Hon. Alcee L. Hastings, Chairman
Hon. Benjamin L. Cardin, Co-Chairman
For Immediate Release
October 11, 2007
HASTINGS AND MCINTYRE ADDRESS GLOBAL LABOR TRAFFICKING CRISIS
U.S. Helsinki Commission Holds Hearing on U.S. and OSCE Efforts to Combat Human Trafficking for Forced Labor Purposes
(Washington, DC) Earlier today, Congressman Alcee L. Hastings (D-FL), Chairman of the Commission on Security and Cooperation in Europe (U.S. Helsinki Commission) held a hearing entitled, “Combating Trafficking for Forced Labor Purposes in the OSCE Region.” Hastings was joined by Helsinki Commissioner Congressman Mike McIntyre (D-NC) in examining the scope and efficacy of the United States’ and Organization for Security and Cooperation in Europe’s (OSCE) efforts to combat trafficking for forced labor purposes, assessing the effectiveness of legal anti-trafficking tools to combat forced labor in selected member OSCE States as well as the adequacy of resources dedicated to identifying victims of trafficking for forced labor as compared with those directed at sexual trafficking.
Media Contact: Lale Mamaux
During the hearing, Hastings and McIntyre highlighted their concern over the exploitation of any individual for forced labor purposes, while also noting that progress has been made in anti-trafficking efforts, not having accurate data available has stymied efforts to accurately portray the real scope of the problem. Furthermore, Hastings shared with attendees his experiences as a child of being a farm worker in South Central Florida and the hardships he faced at a very young age.
The hearing witnesses included, The Honorable Mark Lagon, U.S. Department of State Ambassador-at-Large and Director of the Office to Monitor and Combat Trafficking in Persons and Senior Adviser to the Secretary of State; Ms. Charlotte M. Ponticelli, Deputy Undersecretary for International Labor Affairs, Bureau of International Labor Affairs, U.S. Department of Labor; Mr. Michael E. Feinberg, Acting Director for the U.S. Immigration and Customs Enforcement’s (ICE), Office of International Affairs (OIA), under the U.S. Department of Homeland Security (DHS); Ms. Eva Biaudet, Organization for Security and Cooperation in Europe Special Representative and Co-ordinator for Combating Trafficking in Human Beings; Mr. Roger Plant, Head, Special Action Programme to Combat Forced Labour, International Labor Organisation; and Mr. Kevin Bales, President, Free the Slaves.

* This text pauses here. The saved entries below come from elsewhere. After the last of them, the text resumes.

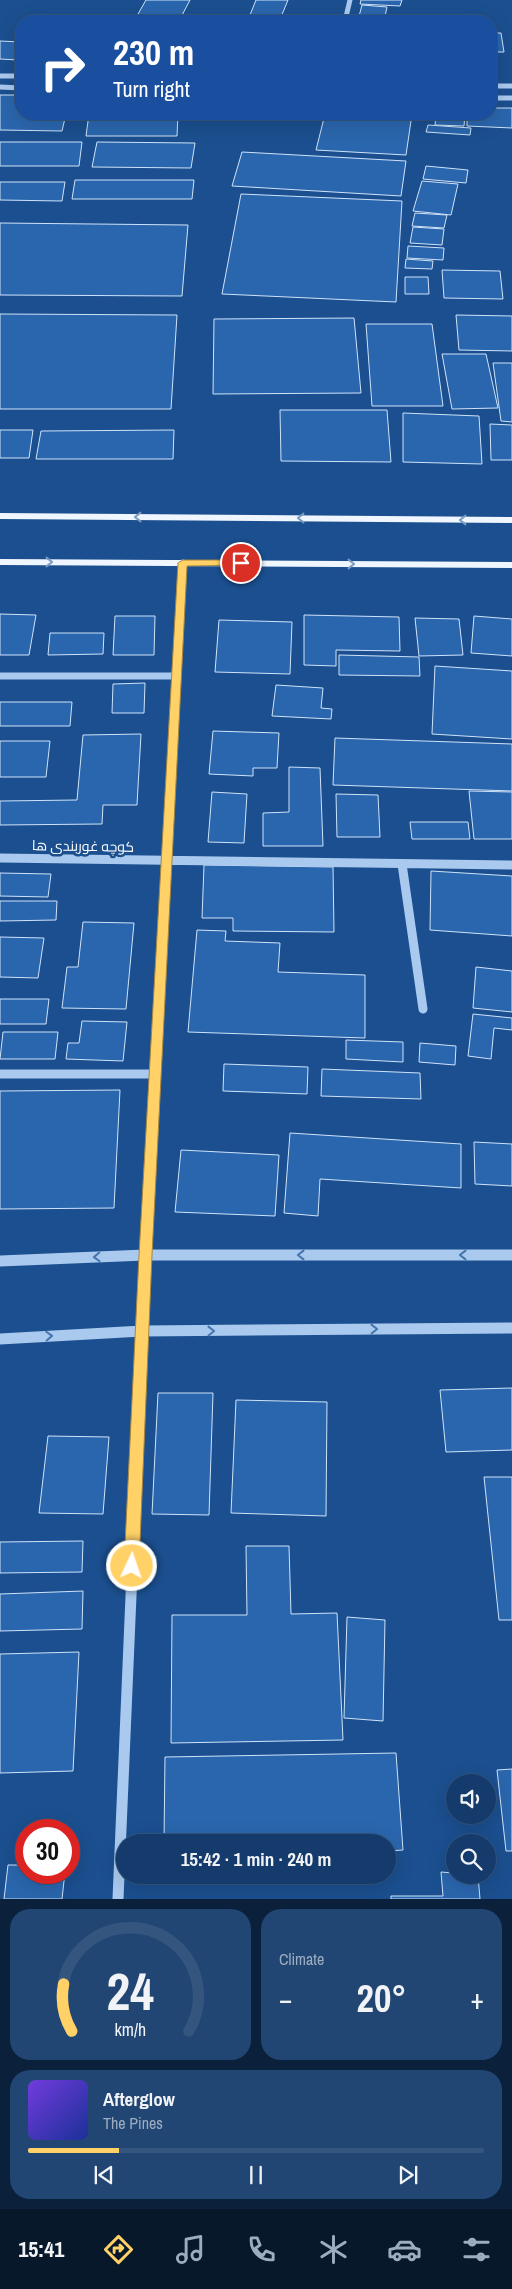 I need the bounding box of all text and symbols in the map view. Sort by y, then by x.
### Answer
text: 230 m [113,29,194,76]
icon: right [30,35,95,100]
text: Turn right [113,74,190,104]
one-way arrow [134,512,142,522]
one-way arrow [297,513,305,524]
one-way arrow [459,515,467,525]
pin [220,542,262,584]
icon: arrive [227,549,255,577]
one-way arrow [45,557,53,567]
one-way arrow [348,559,355,569]
street label: کوچه غوربندی ها [32,836,134,857]
one-way arrow [297,1250,304,1260]
one-way arrow [459,1250,467,1260]
one-way arrow [92,1252,100,1263]
one-way arrow [370,1324,378,1334]
one-way arrow [208,1326,215,1336]
one-way arrow [45,1331,53,1342]
position arrow [105,1539,157,1591]
map controls [446,1774,496,1884]
button: sound [446,1774,496,1824]
speed limit sign: 30 [15,1819,80,1884]
button: search [446,1834,496,1884]
text: 15:42 · 1 min · 240 m [181,1846,331,1872]
text: Climate [279,1948,324,1970]
text: 24 [107,1956,154,2026]
text: 20° [357,1973,406,2024]
text: − [279,1980,292,2018]
text: + [471,1980,484,2018]
text: km/h [115,2018,146,2042]
text: Afterglow [103,2086,175,2112]
text: The Pines [103,2112,163,2134]
icon: previous [90,2161,118,2189]
icon: pause [242,2161,270,2189]
icon: next [394,2161,422,2189]
icon: directions [101,2232,136,2267]
icon: music [173,2232,208,2267]
icon: phone [244,2232,279,2267]
icon: climate [316,2232,351,2267]
icon: car [387,2232,422,2267]
icon: filters [459,2232,494,2267]
text: 15:41 [18,2234,64,2264]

Congressman Hastings stressed, “Trafficking in persons for forced labor purposes is less understood than trafficking for sexual exploitation because it has largely remained a hidden form of exploitation. However, it is no less serious. Although the U.S., like many other OSCE states, continues to be challenged by limitations in the systems utilized for data gathering in human trafficking cases, we have seen progress in our anti-trafficking efforts. There is a growing consensus that more needs to be done to understand the scope and challenge of humans trafficked for forced servitude.

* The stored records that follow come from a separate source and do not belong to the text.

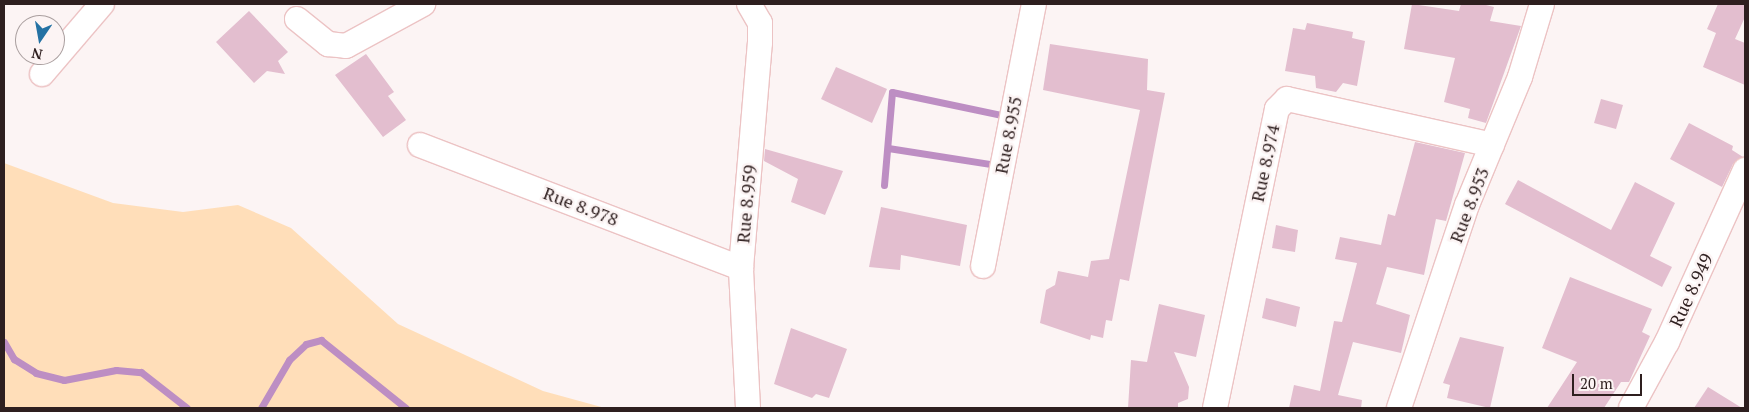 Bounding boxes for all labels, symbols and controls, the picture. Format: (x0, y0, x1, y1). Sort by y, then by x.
north arrow (15, 15, 65, 65)
text: N (30, 44, 44, 65)
street label: Rue 8.955 (990, 94, 1026, 176)
street label: Rue 8.974 (1246, 122, 1284, 204)
street label: Rue 8.959 (732, 164, 760, 244)
street label: Rue 8.953 (1445, 164, 1493, 246)
street label: Rue 8.978 (540, 182, 622, 230)
street label: Rue 8.949 (1665, 250, 1717, 330)
scale bar (1574, 364, 1644, 396)
text: 20 m (1580, 373, 1613, 393)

“Today’s hearing reminded me of my time working at a young age in the fields of South Central Florida and the hardships that I and others encountered. This is a sobering reminder that millions of people worldwide are exploited daily by terrible individuals. More must be done to raise awareness and combat this ever present crisis.”
Congressman McIntyre noted, “Forced labor for any purpose is not only morally wrong, but also should not be tolerated. We have a global crisis on our hands and the exploitation of innocent individuals who are physically or psychologically abused for the purpose of generating millions of dollars in illicit financial profits is absolutely despicable. And while the United States and OSCE have continued to work tirelessly to combat this terrible problem, more needs to be done to understand the scope and challenges of humans trafficked for forced labor purposes.”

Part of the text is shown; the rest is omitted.